> **Task description**
The answer must be an exact copy of the entries below, with no images in it.

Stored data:
▼

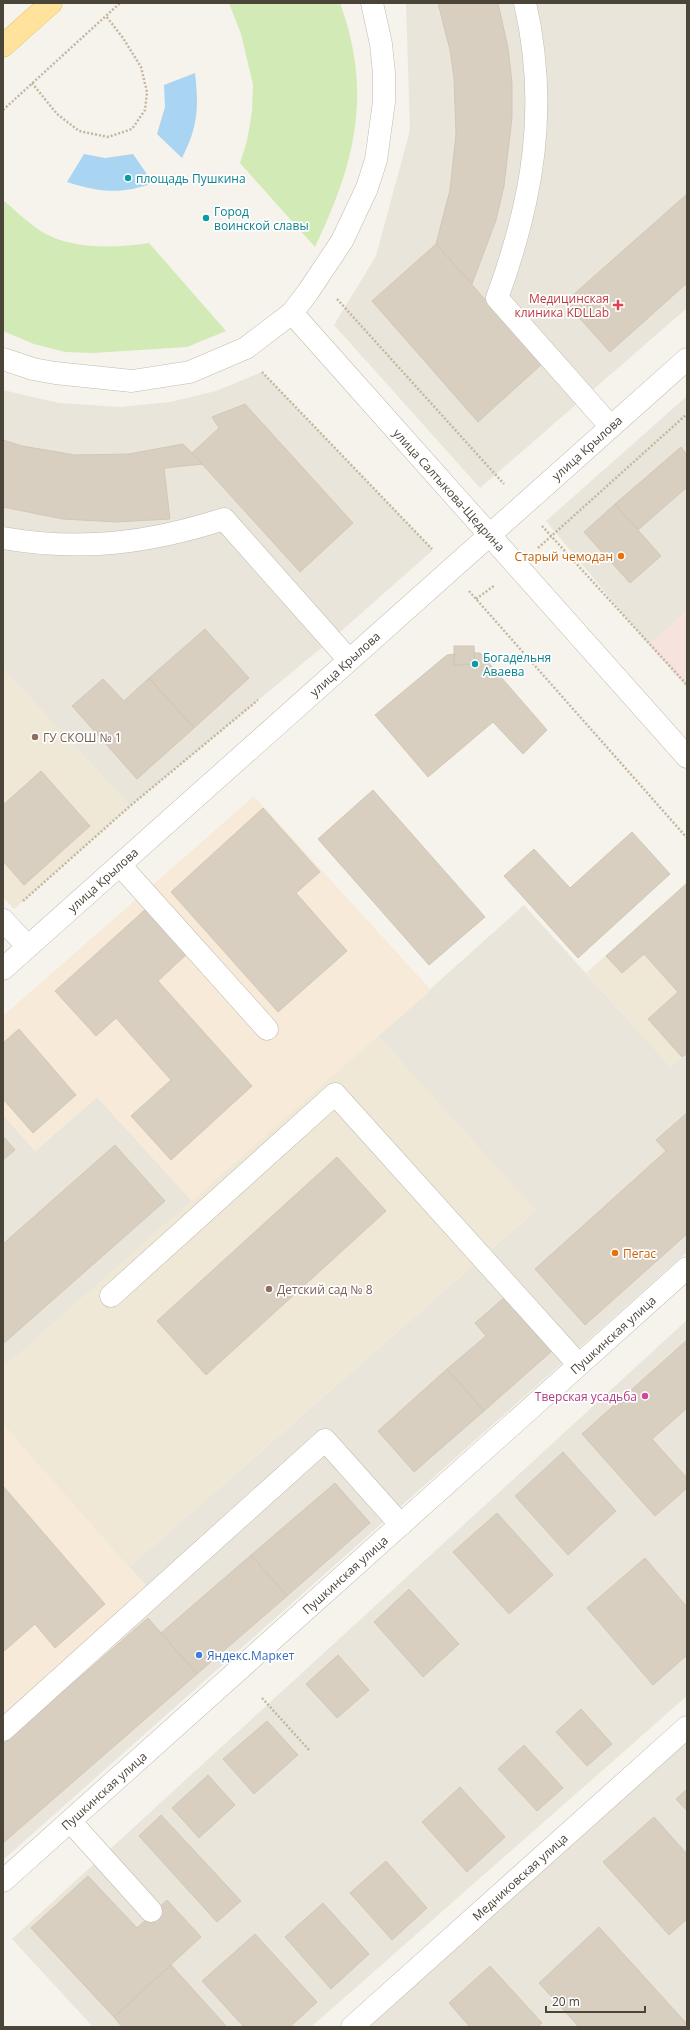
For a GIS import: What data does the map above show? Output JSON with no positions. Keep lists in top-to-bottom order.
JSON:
{
  "streets": {
    "street": [
      "улица Крылова",
      "улица Салтыкова-Щедрина",
      "Пушкинская улица",
      "Медниковская улица"
    ]
  },
  "crossings": [
    ["улица Крылова", "улица Салтыкова-Щедрина"]
  ],
  "places": {
    "other": [
      "площадь Пушкина",
      "Город воинской славы",
      "Старый чемодан",
      "Богадельня Аваева",
      "ГУ СКОШ № 1",
      "Пегас",
      "Детский сад № 8",
      "Тверская усадьба",
      "Яндекс.Маркет"
    ],
    "health": ["Медицинская клиника KDLLab"]
  },
  "scale_bar": "20 m"
}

▲

> **Exercise response**
For a GIS import: What data does the map above show? Output JSON with no positions. Keep lists in top-to-bottom order.
JSON:
{
  "streets": {
    "street": [
      "улица Крылова",
      "улица Салтыкова-Щедрина",
      "Пушкинская улица",
      "Медниковская улица"
    ]
  },
  "crossings": [
    ["улица Крылова", "улица Салтыкова-Щедрина"]
  ],
  "places": {
    "other": [
      "площадь Пушкина",
      "Город воинской славы",
      "Старый чемодан",
      "Богадельня Аваева",
      "ГУ СКОШ № 1",
      "Пегас",
      "Детский сад № 8",
      "Тверская усадьба",
      "Яндекс.Маркет"
    ],
    "health": ["Медицинская клиника KDLLab"]
  },
  "scale_bar": "20 m"
}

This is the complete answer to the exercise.